TASK PROMPT: Copy all lines below that use the word "green".
(Beginning of RECORDS TO USE)
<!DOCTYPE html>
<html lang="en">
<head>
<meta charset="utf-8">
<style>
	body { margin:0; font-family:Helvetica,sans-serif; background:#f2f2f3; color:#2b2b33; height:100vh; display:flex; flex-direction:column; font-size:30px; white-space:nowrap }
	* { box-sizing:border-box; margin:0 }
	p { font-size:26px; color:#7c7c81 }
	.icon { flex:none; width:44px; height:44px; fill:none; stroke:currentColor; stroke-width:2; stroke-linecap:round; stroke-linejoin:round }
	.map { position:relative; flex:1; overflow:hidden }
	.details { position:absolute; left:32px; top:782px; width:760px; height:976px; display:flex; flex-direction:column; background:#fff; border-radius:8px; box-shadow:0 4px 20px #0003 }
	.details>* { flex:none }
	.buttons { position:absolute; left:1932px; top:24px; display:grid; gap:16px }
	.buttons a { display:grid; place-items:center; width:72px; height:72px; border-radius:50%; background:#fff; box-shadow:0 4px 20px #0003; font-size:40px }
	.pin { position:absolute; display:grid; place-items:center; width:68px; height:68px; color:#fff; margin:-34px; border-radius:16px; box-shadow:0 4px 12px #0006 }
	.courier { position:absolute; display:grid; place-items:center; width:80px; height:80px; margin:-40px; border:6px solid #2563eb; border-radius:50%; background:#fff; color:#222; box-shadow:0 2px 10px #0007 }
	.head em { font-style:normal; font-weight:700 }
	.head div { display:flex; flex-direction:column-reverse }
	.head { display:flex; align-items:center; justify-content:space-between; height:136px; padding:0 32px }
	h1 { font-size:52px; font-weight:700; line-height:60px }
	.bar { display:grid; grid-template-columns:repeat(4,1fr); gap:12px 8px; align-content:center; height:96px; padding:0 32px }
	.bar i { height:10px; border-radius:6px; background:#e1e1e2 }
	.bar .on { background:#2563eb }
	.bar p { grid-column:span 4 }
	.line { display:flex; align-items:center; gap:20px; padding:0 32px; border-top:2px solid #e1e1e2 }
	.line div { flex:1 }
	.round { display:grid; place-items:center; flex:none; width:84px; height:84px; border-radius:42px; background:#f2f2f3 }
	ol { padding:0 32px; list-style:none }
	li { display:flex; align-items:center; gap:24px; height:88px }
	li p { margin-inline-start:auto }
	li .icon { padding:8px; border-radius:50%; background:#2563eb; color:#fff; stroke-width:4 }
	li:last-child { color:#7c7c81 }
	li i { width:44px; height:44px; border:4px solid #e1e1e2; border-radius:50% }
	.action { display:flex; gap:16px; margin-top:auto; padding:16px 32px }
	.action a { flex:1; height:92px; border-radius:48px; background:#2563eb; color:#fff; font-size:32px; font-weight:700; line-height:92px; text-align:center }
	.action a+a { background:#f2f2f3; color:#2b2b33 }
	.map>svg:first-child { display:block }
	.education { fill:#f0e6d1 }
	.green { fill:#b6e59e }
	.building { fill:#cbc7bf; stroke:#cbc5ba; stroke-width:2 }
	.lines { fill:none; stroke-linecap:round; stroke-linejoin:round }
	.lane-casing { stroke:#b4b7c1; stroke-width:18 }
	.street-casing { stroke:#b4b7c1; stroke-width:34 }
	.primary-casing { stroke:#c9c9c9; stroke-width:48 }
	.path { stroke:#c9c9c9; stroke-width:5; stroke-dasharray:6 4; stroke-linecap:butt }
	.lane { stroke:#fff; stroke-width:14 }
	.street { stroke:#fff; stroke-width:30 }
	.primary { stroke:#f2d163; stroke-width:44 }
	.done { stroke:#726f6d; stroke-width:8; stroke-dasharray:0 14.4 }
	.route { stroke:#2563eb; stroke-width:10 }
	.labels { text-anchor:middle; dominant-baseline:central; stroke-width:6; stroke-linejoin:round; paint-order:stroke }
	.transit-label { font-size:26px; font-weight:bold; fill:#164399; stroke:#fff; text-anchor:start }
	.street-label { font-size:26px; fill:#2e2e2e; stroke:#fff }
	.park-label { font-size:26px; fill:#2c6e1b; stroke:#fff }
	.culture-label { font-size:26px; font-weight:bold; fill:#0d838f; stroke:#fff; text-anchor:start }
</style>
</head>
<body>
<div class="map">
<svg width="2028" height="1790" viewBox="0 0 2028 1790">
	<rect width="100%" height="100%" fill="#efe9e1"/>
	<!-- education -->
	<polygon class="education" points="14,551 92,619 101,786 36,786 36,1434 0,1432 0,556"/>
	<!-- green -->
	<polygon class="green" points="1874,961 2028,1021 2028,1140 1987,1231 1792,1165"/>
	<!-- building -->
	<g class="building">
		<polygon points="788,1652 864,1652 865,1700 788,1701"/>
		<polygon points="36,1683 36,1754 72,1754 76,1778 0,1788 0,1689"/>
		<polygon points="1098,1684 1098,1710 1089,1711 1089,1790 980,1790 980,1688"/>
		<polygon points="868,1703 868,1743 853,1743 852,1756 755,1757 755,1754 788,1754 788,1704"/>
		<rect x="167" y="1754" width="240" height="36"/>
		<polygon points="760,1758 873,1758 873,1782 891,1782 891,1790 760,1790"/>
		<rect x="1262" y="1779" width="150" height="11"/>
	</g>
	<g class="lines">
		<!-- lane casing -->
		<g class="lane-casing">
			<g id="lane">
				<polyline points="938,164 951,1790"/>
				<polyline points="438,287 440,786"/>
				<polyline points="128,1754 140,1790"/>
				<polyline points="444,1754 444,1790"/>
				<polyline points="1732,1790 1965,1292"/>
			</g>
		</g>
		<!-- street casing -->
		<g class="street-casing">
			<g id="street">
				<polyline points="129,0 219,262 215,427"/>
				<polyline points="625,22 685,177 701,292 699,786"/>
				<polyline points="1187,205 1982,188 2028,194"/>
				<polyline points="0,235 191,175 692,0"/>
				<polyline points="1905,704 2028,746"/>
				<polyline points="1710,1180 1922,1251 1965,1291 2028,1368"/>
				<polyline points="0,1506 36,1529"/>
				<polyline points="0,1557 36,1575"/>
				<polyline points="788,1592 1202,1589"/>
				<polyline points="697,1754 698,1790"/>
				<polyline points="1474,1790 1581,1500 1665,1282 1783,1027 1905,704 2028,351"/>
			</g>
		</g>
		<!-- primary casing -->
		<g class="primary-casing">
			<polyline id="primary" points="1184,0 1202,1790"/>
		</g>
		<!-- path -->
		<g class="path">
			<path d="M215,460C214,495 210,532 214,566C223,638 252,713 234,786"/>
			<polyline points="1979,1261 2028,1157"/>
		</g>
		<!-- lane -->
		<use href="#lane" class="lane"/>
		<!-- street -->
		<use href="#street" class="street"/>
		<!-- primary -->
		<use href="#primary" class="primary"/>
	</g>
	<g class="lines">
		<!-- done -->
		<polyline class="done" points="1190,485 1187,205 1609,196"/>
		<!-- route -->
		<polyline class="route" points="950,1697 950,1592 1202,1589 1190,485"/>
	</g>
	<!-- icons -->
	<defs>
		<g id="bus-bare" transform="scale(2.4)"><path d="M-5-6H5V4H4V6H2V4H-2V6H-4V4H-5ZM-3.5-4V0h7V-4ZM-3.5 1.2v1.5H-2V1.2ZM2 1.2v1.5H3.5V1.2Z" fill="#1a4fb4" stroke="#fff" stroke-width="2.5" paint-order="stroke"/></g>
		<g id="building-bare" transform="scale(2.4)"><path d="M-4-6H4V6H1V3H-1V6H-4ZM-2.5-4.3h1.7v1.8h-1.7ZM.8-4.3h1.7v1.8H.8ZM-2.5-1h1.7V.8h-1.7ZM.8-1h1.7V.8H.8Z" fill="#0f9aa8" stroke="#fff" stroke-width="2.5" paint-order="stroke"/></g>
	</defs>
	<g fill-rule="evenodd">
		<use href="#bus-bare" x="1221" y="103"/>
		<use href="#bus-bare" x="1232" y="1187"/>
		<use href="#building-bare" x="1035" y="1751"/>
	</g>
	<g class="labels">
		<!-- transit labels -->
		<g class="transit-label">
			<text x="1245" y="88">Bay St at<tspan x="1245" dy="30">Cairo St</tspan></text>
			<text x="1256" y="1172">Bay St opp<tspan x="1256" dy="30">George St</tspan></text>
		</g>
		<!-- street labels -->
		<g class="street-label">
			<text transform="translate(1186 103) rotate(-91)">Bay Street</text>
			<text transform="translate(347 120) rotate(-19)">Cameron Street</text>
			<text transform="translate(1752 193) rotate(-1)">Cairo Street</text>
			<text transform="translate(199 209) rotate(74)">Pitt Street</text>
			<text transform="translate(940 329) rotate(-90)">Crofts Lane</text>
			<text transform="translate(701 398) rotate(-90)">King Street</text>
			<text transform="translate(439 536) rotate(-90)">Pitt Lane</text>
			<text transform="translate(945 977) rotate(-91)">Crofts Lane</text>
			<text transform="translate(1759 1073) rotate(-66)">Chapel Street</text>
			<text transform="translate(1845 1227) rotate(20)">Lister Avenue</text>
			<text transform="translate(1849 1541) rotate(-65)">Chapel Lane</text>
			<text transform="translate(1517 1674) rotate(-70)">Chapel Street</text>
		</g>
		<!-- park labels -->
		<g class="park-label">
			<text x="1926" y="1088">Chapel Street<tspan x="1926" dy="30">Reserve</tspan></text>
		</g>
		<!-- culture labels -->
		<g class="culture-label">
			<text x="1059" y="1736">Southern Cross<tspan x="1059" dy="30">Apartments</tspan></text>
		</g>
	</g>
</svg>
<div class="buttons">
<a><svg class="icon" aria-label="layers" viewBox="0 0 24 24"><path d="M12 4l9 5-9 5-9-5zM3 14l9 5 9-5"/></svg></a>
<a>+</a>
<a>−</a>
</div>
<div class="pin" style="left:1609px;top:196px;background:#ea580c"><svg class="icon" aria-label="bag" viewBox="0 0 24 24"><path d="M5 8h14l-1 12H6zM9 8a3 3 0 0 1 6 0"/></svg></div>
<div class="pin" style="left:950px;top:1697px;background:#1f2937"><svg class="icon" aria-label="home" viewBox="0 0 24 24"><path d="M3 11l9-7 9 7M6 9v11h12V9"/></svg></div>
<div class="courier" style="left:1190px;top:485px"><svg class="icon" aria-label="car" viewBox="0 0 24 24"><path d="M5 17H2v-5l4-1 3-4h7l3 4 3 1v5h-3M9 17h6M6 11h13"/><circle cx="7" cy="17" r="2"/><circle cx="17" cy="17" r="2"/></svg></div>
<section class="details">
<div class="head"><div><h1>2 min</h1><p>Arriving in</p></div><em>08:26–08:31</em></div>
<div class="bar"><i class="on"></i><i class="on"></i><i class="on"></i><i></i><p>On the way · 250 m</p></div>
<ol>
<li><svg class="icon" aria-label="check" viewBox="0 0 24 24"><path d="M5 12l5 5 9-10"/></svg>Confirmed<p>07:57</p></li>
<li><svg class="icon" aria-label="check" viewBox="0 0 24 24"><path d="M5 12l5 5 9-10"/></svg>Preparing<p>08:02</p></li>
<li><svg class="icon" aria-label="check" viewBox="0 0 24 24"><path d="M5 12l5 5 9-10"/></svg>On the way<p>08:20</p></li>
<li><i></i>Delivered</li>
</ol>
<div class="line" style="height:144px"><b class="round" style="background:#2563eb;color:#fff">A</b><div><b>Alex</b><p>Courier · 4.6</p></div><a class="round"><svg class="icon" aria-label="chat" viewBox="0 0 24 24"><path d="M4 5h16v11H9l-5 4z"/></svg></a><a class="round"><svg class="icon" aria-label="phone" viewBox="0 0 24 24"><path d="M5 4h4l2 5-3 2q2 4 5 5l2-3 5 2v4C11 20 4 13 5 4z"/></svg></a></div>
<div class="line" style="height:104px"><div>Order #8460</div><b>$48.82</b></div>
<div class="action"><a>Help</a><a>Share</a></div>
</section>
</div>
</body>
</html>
(End of RECORDS TO USE)
COMPLETED TASK:
	.green { fill:#b6e59e }
	<!-- green -->
	<polygon class="green" points="1874,961 2028,1021 2028,1140 1987,1231 1792,1165"/>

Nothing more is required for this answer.